In how many ways 5 couples can be seated around a circular table with some conditions attached? In how many ways 5 couples can be seated around a circular table such that men and women sit alternatively and no person sits adjacent to his or her spouse ?
Edit: The chairs are alike! 
I have gone through few answers to the question where 5 couples are arranged in such a way that they don't sit together using inclusion and exclusion principle but I am not getting my way around when men and women also have to sit alternatively!
 A: There are $4!$ ways to place the men in such a way that men and women will sit alternatively. 
Place them and label the spots where the men have taken their seats clockwise with $a,b,c,d,e$. 
Now we will take a look at the possible configurations for women.
Without further conditions there are $5!$ configurations for women.
Let $A$ denote the set of these configurations where the man that sits
at $a$ has his wife next to him.
This similar for $B,C,D,E$ where the capitals correspond with labels
$b,c,d,e$ respectively.
The answer to the question is then $4!\left|A^{\complement}\cap B^{\complement}\cap C^{\complement}\cap D^{\complement}\cap E^{\complement}\right|=4!\left(5!-\left|A\cup B\cup C\cup D\cup E\right|\right)$
so it remains to find $\left|A\cup B\cup C\cup D\cup E\right|$.
This can be done by means of inclusion/exclusion.

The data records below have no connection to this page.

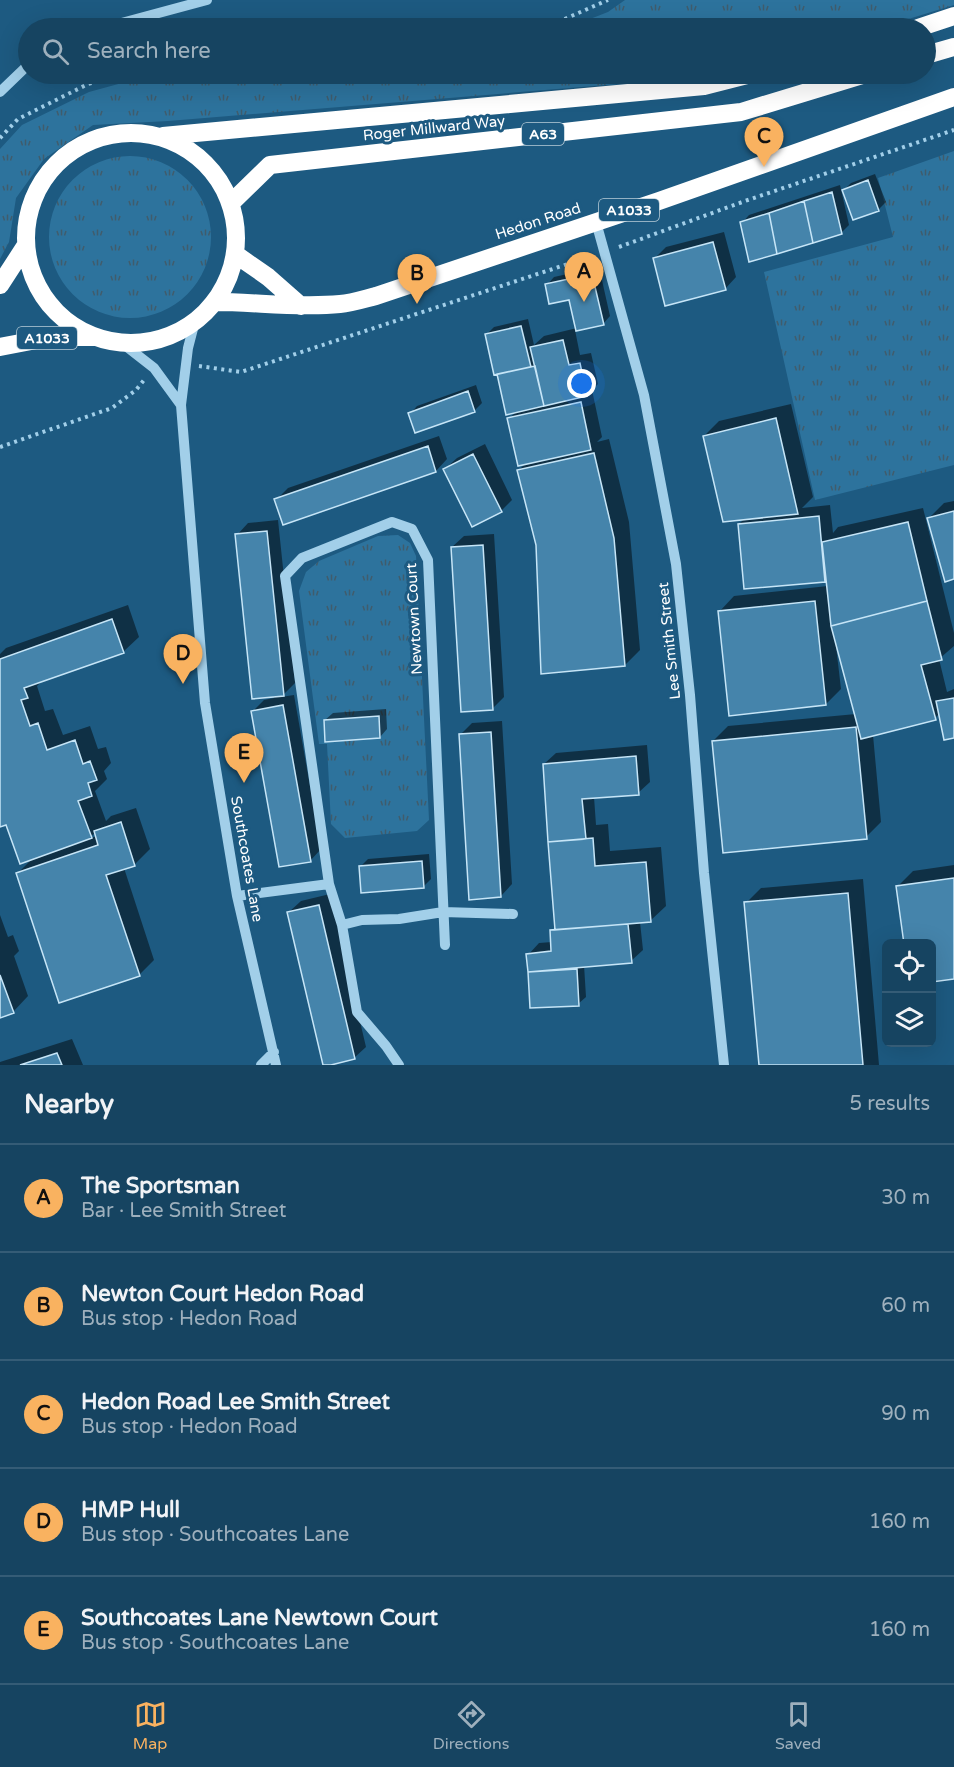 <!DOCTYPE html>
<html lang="en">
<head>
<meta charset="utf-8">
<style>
  :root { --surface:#164461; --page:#1f4b67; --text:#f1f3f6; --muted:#9eb0bd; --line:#355c76; --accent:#f9b260 }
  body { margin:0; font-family:"Varela Round",sans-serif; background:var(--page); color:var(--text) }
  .controls { position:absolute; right:18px; bottom:18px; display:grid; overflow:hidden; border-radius:9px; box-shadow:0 6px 24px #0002 }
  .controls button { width:54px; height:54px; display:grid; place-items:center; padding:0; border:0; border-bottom:2px solid var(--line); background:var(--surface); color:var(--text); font:30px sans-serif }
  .you { position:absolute; left:582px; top:384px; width:21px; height:21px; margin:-15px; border:4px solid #fff; border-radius:50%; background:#1a73e8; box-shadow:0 0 0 9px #1a73e833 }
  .badge { display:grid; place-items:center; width:39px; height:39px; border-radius:50%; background:var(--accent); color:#111; font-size:20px; font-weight:700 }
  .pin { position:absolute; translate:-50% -50px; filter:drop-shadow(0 2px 3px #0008) }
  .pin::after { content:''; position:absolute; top:32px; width:21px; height:18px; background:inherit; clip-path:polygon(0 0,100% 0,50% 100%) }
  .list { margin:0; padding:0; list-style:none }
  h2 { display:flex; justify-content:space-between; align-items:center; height:78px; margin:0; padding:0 24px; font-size:26px }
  h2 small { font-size:20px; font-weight:400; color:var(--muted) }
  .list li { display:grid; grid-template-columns:39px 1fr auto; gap:18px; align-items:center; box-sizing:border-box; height:108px; padding:0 24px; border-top:2px solid var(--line) }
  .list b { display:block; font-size:22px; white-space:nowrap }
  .list p { margin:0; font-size:20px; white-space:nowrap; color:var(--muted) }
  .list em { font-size:20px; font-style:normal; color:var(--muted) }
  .icon { flex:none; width:33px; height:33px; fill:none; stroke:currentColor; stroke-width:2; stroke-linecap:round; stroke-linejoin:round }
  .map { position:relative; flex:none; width:954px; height:1065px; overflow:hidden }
  .search { position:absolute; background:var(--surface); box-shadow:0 6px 24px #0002; left:18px; right:18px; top:18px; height:66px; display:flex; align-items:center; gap:15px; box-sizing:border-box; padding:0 21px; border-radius:33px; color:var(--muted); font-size:22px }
  .sheet { height:618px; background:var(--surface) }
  nav { display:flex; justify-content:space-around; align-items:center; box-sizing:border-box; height:84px; border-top:2px solid var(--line); background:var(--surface); font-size:16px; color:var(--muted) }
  nav a { display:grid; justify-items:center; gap:3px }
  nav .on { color:var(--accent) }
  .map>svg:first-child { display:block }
</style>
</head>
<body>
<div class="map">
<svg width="954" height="1065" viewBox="0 0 954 1065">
  <defs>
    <pattern id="grass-tufts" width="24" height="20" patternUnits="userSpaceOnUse" patternTransform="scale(1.5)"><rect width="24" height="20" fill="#2d739d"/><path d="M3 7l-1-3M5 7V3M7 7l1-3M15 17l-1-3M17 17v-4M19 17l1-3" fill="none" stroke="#405c6c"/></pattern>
  </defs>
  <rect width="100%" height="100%" fill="#1d5a81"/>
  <!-- grass -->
  <path fill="url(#grass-tufts)" d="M625 0H954V5L879 28H567L608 12Z
    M155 74H717L704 77 168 121 93 125 44 159 16 198 9 242 0 259V149L22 125 89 92Z
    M954 151V465L815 500 764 272 893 237 878 178Z
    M49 237a81 81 0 1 1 162 0a81 81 0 1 1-162 0Z
    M398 535 410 543 416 556 429 820 417 831 345 838 331 824 327 744H319L299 591 306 572 319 561 378 536Z"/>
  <!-- shadow -->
  <path fill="#0007" fill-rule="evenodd" d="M875 174 886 202 878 210 844 190 851 183Z
    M840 185 849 225 841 233 742 223 749 215Z
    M724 232 736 277 725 289 654 259 666 247Z
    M599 267 610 316 603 324 575 330 580 355 591 353 598 384 592 390 602 437 597 442 609 439 629 522 640 650 625 665 537 545 519 470 527 462 509 419 517 411 486 335 494 327 528 319 534 345 544 336 577 328 570 298 547 285 554 277Z
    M476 385 482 403 475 410 416 432 410 414 417 406Z
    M791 404 813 497 802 508 830 505 833 533 838 527 923 508 954 633V646L939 659 947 692 954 689V736L940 713 935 718 873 735 881 822 866 837 713 741 728 726 856 714 838 646H836L841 689 826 704 719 612 734 596 828 586 827 578 824 581 739 524 745 518 704 436 719 421Z
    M439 436 447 459 436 471 284 523 276 500 288 488Z
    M485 444 512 500 501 511 445 469 457 458Z
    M954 501V578L929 518 944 503Z
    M278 520 295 683 281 697 294 695 321 849 310 861 253 711 264 700 274 698 237 535 248 523Z
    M494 534 504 697 492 709 452 547 464 536Z
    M128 605 139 637 123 652 42 681 37 686 45 711 53 709 63 735 90 726 98 749 106 747 111 763 104 771 107 779 95 791 106 821 111 816 136 808 150 849 134 865 124 868 154 960 139 975 18 873 34 857 7 823 0 826V654L6 648ZM96 832 97 836 88 839Z
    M386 709 387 729 380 737 325 720 333 713Z
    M502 721 512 884 501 896 460 735 472 723Z
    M647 745 650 782 638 793 594 797 596 825 608 824 610 851 661 847 666 906 650 921 640 922 643 950 631 961 584 965 586 997 578 1004 532 1007 528 955 539 943 552 942V931L557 926 544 764 556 753Z
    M429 854 431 879 423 887 360 867 368 859Z
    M954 865V978L932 981V944L898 886 913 871Z
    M863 879 879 1065H760L746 903 761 888Z
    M330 894 366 1047 354 1058 325 1065 289 912 301 901Z
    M0 915 8 937 13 935 19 951 14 956 28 996 13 1012 0 1016Z
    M72 1039 83 1065H0V1062Z"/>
  <!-- building -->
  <path fill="#4584ab" stroke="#c6e5f7" stroke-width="1.5" d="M868 180 879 211 853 220 842 190Z
    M832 192 842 234 813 243 804 201Z
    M804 201 813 243 777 254 769 213Z
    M769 213 777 254 749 262 740 222Z
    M713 242 726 290 665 306 653 258Z
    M592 274 604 325 576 331 569 300 549 304 545 284Z
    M521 326 531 367 494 375 485 334Z
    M563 340 569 365 580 363 587 396 544 406 530 347Z
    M535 366 544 406 506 415 497 374Z
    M468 391 475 412 415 433 408 413Z
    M581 402 591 450 518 466 507 418Z
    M776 418 798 514 723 522 703 436Z
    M428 446 436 472 283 525 274 499Z
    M594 453 614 538 625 666 541 674 536 545 517 470Z
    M473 454 502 512 472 527 443 469Z
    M954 511V579L945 582 927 518Z
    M819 516 825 582 744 589 738 524Z
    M908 522 927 601 831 626 822 542Z
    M267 531 284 696 252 699 235 534Z
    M483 545 493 710 461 712 451 547Z
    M815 601 826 705 729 716 718 611Z
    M927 601 942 660 921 665 936 720 861 739 831 626Z
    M112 619 124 653 24 688 28 698 21 700 30 726 38 723 47 750 75 740 83 764 90 761 97 780 88 783 92 796 78 801 92 838 20 864 6 825 0 827V659Z
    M954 698V738L944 740 936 701Z
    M283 705 311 862 279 867 251 711Z
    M379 716 380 738 325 742 324 720Z
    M856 727 867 839 723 853 712 741Z
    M491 732 501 897 469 900 459 734Z
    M636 756 639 795 582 799 586 839 548 842 543 764Z
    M121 822 135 866 106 875 140 976 59 1003 16 873 98 845 94 831Z
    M593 838 595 866 646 862 651 922 555 930 548 842Z
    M422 861 424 888 361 893 359 866Z
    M954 878V979L932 982V944H904L896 886Z
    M848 893 863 1065H759L744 902Z
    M319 905 355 1059 331 1065H323L287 912Z
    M628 924 632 963 528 972 526 954 551 951 550 930Z
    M577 969 579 1006 530 1008 528 972Z
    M0 975 14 1013 0 1018Z
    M57 1053 62 1065H20Z"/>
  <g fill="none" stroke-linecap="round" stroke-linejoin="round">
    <!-- path -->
    <path stroke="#a2cfe9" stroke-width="4" stroke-dasharray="3 4.5" stroke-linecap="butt" d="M544 28 608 0
      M0 138 18 119 88 84 126 74
      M619 247 745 201 954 130
      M199 366 241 372 589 257
      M0 447 112 408 136 390 144 380"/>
    <!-- minor -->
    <path stroke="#a2cfe9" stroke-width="10" d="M103 28 207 0
      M0 92 28 65
      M596 222 644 395 676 564 690 695 704 873 724 1065
      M195 321 188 348 181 405 205 703 237 896 276 1065
      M122 343 154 368 181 405
      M237 896 329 884
      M342 925 362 920 399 919 443 912 513 914
      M261 1065 274 1052
      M399 1065 386 1046 357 1012 342 925 329 884 285 576 302 558 392 522 412 529 428 560 445 945"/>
    <!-- highway -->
    <path stroke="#fff" stroke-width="18" d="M918 28 954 16
      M926 55 954 47
      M26 238a105 105 0 1 1 210 0a105 105 0 1 1-210 0Z
      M163 136 704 86 751 74
      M231 203 270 165 741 112 866 74
      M235 254 268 277 301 306
      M0 285 26 245
      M215 302C256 302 298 308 340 304 352 303 364 299 376 296L659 201 954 97
      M0 347 52 337H93"/>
  </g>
  <g text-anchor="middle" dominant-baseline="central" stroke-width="6" stroke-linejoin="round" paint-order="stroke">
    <!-- shield labels -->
    <g fill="#1d5a81" stroke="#bbced9" stroke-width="1.5">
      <rect x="522" y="123" width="42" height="22" rx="4.5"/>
      <rect x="599" y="199" width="60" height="22" rx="4.5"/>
      <rect x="17" y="327" width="60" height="22" rx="4.5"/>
    </g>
    <g font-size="14" font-weight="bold" fill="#fff">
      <text x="543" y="134">A63</text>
      <text x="629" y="210">A1033</text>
      <text x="47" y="338">A1033</text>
    </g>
    <!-- street labels -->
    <g font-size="15" fill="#fff" stroke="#1d5a81">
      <text transform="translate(434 128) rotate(-6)">Roger Millward Way</text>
      <text transform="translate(538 221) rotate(-18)">Hedon Road</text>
      <text transform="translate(414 619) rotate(-93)">Newtown Court</text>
      <text transform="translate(669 641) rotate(-96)">Lee Smith Street</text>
      <text transform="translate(247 859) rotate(80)">Southcoates Lane</text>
    </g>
  </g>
</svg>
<div class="controls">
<button><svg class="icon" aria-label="locate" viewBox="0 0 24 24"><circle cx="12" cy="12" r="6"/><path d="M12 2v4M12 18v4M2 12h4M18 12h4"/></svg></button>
<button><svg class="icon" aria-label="layers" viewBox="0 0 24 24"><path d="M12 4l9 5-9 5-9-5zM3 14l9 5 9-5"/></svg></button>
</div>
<div class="you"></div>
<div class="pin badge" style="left:584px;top:302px">A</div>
<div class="pin badge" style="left:417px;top:304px">B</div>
<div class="pin badge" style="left:764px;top:167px">C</div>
<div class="pin badge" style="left:183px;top:684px">D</div>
<div class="pin badge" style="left:244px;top:783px">E</div>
<div class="search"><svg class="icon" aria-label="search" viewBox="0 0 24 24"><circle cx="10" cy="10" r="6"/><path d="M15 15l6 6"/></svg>Search here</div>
</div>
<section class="sheet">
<h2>Nearby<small>5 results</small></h2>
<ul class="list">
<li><span class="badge">A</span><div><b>The Sportsman</b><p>Bar · Lee Smith Street</p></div><em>30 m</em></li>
<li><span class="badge">B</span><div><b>Newton Court Hedon Road</b><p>Bus stop · Hedon Road</p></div><em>60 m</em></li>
<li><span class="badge">C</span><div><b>Hedon Road Lee Smith Street</b><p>Bus stop · Hedon Road</p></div><em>90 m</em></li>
<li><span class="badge">D</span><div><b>HMP Hull</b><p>Bus stop · Southcoates Lane</p></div><em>160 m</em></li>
<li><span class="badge">E</span><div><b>Southcoates Lane Newtown Court</b><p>Bus stop · Southcoates Lane</p></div><em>160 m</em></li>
</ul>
</section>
<nav>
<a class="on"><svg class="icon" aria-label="map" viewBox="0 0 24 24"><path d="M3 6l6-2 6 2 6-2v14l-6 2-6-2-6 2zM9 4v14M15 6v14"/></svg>Map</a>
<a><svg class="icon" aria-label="directions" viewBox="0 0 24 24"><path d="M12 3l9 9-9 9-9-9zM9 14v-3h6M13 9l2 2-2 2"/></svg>Directions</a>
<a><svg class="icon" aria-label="saved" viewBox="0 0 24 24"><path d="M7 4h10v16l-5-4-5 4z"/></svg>Saved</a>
</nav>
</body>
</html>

Up to a certain
level we can also make use of symmetry (e.g. notice that of course
$\left|A\cap B\right|=\left|B\cap C\right|$) but here we must be
careful.
At first hand we find that: $$\left|A\cup B\cup C\cup D\cup E\right|=5\left|A\right|-5\left|A\cap B\right|-5\left|A\cap C\right|+5\left|A\cap B\cap C\right|+5\left|A\cap B\cap D\right|-5\left|A\cap B\cap C\cap D\right|+\left|A\cap B\cap C\cap D\cap E\right|$$
Then checking the cases one by one we find:


*

*$\left|A\right|=2\times4!=48$

*$\left|A\cap B\right|=3\times3!=18$

*$\left|A\cap C\right|=4\times3!=24$

*$\left|A\cap B\cap C\right|=4\times2!=8$

*$\left|A\cap B\cap D\right|=6\times2!=12$

*$\left|A\cap B\cap C\cap D\right|=5\times1!=5$

*$\left|A\cap B\cap C\cap D\cap E\right|=2\times0!=2$
So our final answer is: $$4!\left(5!-5\times48+5\times18+5\times24-5\times8-5\times12+5\times5-26\right)=24\times13=312$$

I hope that I did not make any mistakes. Check me on it.
A: There are $P(5)=(5-1)!=4!$ circular permuations of the $5$ men.
Now consider the arrangement: $*M_1*M_2*M_3*M_4*M_5$.
There are $3$ arrangements of $W_1$:
$$1) *M_1*M_2\color{red}{W_1}M_3*M_4*M_5\\
2) *M_1*M_2*M_3\color{red}{W_1}M_4*M_5\\
3) *M_1*M_2*M_3*M_4\color{red}{W_1}M_5\\$$
There are $3,2$ and $2$ arrangements of $W_2$, respectively:
$$\begin{align} 1) \ \ \ \ \ &I) \color{blue}{W_2}M_1*M_2\color{red}{W_1}M_3*M_4*M_5\\
\ \ \ \ \ \ \ \ &II) *M_1*M_2\color{red}{W_1}M_3\color{blue}{W_2}M_4*M_5\\
\ \ \ \ \ \ &III)*M_1*M_2\color{red}{W_1}M_3*M_4\color{blue}{W_2}M_5\\
2) \ \ \ \ \ &I)\color{blue}{W_2}M_1*M_2*M_3\color{red}{W_1}M_4*M_5\\
&II)*M_1*M_2*M_3\color{red}{W_1}M_4\color{blue}{W_2}M_5\\
3) \ \ \ \ \ &I)\color{blue}{W_2}M_1*M_2*M_3*M_4\color{red}{W_1}M_5\\
&II)*M_1*M_2*M_3\color{blue}{W_2}M_4\color{red}{W_1}M_5\\
\end{align}$$
There are $1,3,2,1,2,1,3$ arrangements of the rest women, respectively (verification is left as an exercise).
Due to symmetry, the final number of arrangements of the $5$ pairs is $4!\cdot 13=312$.